What to work on –
Below are entries. Pull out all lines containing "JSON".

Exercise materials –
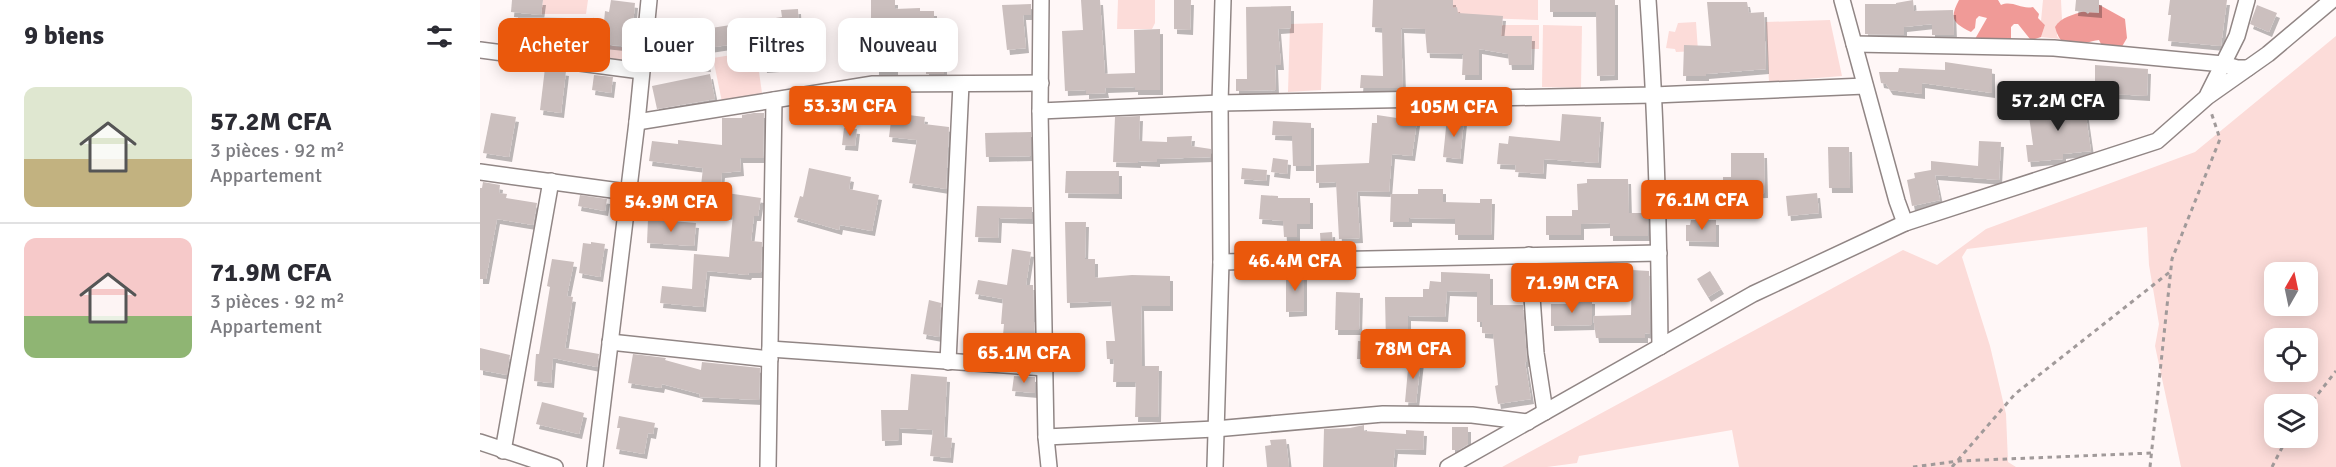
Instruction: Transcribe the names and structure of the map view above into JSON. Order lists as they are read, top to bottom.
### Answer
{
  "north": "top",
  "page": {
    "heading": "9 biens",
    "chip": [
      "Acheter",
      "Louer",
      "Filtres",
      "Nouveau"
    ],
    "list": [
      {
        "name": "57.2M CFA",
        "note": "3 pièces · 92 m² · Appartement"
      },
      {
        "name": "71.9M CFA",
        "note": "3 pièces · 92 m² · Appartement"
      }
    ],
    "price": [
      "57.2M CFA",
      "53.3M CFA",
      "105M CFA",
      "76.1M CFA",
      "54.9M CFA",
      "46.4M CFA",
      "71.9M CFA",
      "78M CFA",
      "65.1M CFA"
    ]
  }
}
---
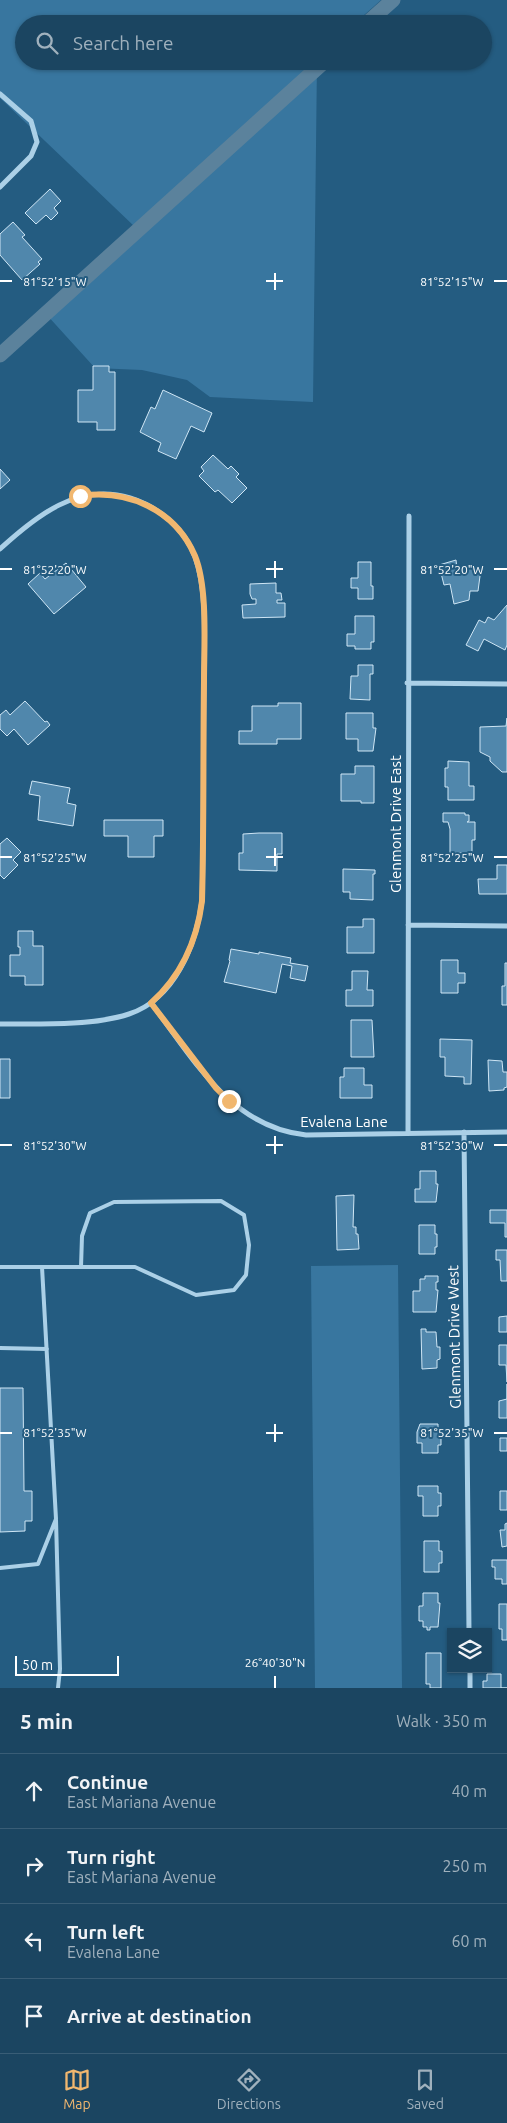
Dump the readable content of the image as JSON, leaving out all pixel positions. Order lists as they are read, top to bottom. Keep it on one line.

Answer to the exercise –
Instruction: Transcribe the names and structure of the map view above into JSON. Order lists as they are read, top to bottom.
Dump the readable content of the image as JSON, leaving out all pixel positions. Order lists as they are read, top to bottom. Keep it on one line.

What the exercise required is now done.